— О чем тут думать? — Ремингтон обвел мясистой рукой крошечную гостиную, указывая на потертый ковер, потускневшую обивку, заштопанные портьеры. — Я не Мидас, но и не скряга. У вас будут деньги на ведение хозяйства и на мелкие расходы. Собственный дом, может быть, и собственные дети тоже, хотя я просто уверен, что мои мальчики привяжутся к вам, как к собственной мамаше. — Он также достаточно хорошо соображал, чтобы не брать с собой этих сорванцов, не желая отпугнуть ее перед тем, как выскажется. Сквайр был так решительно настроен заключить то, что он считал выгодным соглашением для них обоих, что не заметил, как Джерри вздрогнула, то ли от мысли стать матерью его хулиганов, то ли представляя, как будет зачинать с ним младенца. — Я даже добавлю ту кобылу, которую вы просили для своего брата, в брачный контракт.

Теперь это больше напоминало торговлю лошадьми. Джерри заявила сквайру, что ей нужно несколько дней на размышление, чем ему пришлось удовольствоваться. Однако на пути домой он встретился с молодым Селденом, который спросил о дополнительной работе.

— Вот что я скажу тебе, мой мальчик. Ты убедишь сестру принять мое брачное предложение, и я сделаю так, что тебе больше не придется давать уроки. Сделаю тебя своим агентом или что-то в этом роде. С собственной лошадью. Подумай об этом.

Сэр Юстас подумал о том, что будущее его сестры было бы обеспечено, что она никогда больше не нуждалась бы ни в чем.

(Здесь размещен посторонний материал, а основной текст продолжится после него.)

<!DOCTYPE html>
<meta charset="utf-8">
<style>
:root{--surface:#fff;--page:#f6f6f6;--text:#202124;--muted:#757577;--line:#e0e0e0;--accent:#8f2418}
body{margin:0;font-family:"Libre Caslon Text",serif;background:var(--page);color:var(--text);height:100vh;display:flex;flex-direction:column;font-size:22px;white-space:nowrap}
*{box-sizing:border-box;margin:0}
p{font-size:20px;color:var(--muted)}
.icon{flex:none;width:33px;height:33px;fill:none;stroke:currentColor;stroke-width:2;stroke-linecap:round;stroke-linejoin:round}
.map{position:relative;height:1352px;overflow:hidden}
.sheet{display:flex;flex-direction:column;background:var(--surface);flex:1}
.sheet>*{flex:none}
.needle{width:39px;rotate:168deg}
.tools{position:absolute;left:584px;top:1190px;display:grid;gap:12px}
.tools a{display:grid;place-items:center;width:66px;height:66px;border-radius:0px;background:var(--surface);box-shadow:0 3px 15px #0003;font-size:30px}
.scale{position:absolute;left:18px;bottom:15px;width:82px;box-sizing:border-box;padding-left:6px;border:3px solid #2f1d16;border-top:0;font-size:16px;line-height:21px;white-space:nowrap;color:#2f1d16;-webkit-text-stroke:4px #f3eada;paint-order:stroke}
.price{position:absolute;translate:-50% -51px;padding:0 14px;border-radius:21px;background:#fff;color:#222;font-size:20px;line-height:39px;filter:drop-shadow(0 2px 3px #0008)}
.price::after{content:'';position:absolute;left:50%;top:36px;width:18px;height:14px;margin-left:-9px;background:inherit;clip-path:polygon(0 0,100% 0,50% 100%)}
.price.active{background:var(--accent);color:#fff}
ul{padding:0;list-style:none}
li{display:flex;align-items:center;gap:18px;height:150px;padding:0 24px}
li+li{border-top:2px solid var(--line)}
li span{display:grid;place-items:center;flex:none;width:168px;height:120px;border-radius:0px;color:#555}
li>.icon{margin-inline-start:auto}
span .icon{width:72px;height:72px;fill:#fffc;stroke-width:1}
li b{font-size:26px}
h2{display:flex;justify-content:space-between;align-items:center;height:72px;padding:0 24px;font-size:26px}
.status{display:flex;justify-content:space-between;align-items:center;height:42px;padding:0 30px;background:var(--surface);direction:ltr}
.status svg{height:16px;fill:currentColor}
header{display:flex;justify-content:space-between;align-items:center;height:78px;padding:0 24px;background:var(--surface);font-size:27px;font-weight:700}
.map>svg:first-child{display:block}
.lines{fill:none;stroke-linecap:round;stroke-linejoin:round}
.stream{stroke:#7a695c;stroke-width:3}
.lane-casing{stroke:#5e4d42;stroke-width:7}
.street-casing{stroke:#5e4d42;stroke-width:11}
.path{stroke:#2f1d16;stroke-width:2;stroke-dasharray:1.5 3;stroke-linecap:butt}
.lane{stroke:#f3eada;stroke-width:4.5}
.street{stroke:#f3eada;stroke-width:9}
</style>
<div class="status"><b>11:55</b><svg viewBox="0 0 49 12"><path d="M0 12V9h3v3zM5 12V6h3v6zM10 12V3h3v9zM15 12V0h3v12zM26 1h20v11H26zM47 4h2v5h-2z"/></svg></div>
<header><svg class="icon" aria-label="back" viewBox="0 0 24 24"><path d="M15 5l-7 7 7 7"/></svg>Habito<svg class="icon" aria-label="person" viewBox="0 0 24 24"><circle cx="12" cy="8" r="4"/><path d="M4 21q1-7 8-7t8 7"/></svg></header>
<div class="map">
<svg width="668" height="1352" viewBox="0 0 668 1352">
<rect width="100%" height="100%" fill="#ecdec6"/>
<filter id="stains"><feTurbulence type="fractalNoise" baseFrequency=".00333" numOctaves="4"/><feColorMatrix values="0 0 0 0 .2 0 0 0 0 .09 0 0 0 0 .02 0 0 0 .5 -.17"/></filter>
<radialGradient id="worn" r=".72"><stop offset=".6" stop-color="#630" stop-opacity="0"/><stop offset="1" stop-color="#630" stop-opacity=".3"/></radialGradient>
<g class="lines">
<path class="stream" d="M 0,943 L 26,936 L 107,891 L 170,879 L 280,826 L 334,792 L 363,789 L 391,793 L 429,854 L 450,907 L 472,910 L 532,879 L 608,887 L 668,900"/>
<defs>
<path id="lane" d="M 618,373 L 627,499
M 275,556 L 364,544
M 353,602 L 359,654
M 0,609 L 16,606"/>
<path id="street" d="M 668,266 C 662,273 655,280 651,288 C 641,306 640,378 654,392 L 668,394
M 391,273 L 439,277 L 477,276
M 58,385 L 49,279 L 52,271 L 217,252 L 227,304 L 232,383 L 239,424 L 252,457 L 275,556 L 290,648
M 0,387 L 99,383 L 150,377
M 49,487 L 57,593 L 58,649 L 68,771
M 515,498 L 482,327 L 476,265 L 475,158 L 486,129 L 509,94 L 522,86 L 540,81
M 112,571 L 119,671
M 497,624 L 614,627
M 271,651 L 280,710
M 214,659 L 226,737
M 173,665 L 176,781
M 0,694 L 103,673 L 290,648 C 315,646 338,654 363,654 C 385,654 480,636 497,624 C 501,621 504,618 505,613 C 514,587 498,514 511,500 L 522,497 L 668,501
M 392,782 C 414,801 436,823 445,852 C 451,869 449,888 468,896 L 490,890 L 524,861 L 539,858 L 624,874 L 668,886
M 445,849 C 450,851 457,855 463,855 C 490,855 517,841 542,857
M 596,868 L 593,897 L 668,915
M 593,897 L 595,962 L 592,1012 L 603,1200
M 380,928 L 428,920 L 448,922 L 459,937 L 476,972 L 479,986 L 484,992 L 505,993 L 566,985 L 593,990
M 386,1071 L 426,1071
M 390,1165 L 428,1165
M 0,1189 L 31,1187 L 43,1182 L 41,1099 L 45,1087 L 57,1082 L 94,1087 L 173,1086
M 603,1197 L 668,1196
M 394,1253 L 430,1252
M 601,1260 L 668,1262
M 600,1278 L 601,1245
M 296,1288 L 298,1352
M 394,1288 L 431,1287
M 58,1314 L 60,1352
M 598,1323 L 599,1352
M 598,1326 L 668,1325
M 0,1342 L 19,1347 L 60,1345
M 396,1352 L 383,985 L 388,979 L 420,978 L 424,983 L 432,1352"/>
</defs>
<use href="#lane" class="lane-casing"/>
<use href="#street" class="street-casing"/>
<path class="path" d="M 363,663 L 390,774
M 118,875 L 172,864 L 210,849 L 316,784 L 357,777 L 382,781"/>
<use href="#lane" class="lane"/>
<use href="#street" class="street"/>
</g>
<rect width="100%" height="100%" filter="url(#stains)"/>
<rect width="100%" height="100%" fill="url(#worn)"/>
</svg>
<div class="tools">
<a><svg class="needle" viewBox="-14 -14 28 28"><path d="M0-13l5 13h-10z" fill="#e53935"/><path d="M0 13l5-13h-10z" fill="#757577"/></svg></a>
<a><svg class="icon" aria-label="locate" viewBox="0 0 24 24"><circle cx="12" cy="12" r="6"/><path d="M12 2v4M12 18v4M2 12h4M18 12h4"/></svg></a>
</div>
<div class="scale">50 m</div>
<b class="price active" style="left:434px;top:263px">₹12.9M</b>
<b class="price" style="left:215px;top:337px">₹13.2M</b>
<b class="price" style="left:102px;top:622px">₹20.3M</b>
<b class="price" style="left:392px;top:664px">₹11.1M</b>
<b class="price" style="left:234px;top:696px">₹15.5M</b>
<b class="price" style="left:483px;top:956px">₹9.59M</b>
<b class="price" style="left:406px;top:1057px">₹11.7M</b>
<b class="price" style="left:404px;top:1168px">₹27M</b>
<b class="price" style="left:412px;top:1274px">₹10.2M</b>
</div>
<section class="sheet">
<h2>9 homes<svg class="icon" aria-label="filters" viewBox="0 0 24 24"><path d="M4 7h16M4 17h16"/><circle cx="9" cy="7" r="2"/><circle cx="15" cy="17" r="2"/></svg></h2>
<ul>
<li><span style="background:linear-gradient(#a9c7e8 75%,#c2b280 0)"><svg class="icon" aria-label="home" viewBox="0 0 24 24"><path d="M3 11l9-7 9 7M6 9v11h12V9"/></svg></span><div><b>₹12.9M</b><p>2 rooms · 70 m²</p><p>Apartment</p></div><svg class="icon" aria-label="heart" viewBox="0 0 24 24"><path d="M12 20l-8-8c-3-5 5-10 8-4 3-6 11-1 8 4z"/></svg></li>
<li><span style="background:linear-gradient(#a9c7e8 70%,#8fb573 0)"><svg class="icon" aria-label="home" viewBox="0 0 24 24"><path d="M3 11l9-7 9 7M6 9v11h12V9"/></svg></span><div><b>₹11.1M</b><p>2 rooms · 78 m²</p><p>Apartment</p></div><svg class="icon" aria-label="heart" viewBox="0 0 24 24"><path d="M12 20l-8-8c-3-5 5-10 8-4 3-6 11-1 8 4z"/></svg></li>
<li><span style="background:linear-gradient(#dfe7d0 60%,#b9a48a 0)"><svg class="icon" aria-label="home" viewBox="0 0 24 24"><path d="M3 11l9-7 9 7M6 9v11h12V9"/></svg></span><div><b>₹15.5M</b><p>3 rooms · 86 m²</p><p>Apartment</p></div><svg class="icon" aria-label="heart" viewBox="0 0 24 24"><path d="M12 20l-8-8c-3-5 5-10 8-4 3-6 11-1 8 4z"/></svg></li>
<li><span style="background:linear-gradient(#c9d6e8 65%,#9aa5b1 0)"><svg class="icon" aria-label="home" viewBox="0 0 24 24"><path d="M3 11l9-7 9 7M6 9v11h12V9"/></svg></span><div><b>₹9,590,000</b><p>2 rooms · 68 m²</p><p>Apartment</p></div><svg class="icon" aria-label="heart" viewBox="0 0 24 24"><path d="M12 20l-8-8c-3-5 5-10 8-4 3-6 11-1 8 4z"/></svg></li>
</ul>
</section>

— Ни в чем, кроме любви, — ответила Джерри на его совет тщательно обдумать предложение Ремингтона, потому что маловероятно, что когда-либо она получит что-то лучше этого. — И ты знаешь, что мы обещали друг другу, что никто из нас не вступит в брак ради практической целесообразности, сколько бы других жертв нам не пришлось принести. Несчастный брак по расчету наших родителей оказался достаточным уроком. Кроме того, приближается Рождество. Может произойти все, что угодно.


2

Рождество приближается, черт возьми. Правительство практически прекратило работу, большинство друзей перебрались в свои загородные резиденции, и даже его секретарь взял длительный отпуск, чтобы навестить семью. Вот еще! Теперь Албретт Вук, лорд Боутон, остался с кучей корреспонденции, напоминавшей альпийскую вершину, ужасающим списком зависимых от него лиц, амбициозной любовницей — и не имел ни малейшей склонности заниматься этой ерундой. В это время года все что-то хотели от него, черт побери, от мечтающих подняться по социальной лестнице хозяек приемов до внезапно ставших заботливыми слуг. Что лорд Боутон хотел на Рождество? Он хотел бы, чтобы оно уже прошло. Если бы ему что-то было нужно, то он сам приобрел бы это, не имеет значения, сколько бы это стоило. Если бы он хотел поехать куда-то, то уехал бы, и не важно, как это было бы далеко. И если бы Боутон хотел снова заковать себя в кандалы брака, то хм, он бы сначала застрелился.

Бретт не мог придумать ни одной чертовой причины, которая могла бы сделать этот праздник чуть более приятным, не говоря уже о том, чтобы он стал приемлемым. Веселый и яркий? Слезливая сентиментальность и низкая алчность. Утешение и радость? Вынужденное веселье и просто обычное чревоугодие. Развлечения? Фу. Ничего особенного.

Граф перетасовал кипу корреспонденции, выбирая приглашения. Предполагалось, что он должен принять приглашение на тот или иной фешенебельный прием, точно так же, как делал это каждый год, за неимением ничего лучшего. Там он столкнулся бы с тем же излишеством еды и выпивки, с теми же перезрелыми вдовами, с тем же утомительным однообразием.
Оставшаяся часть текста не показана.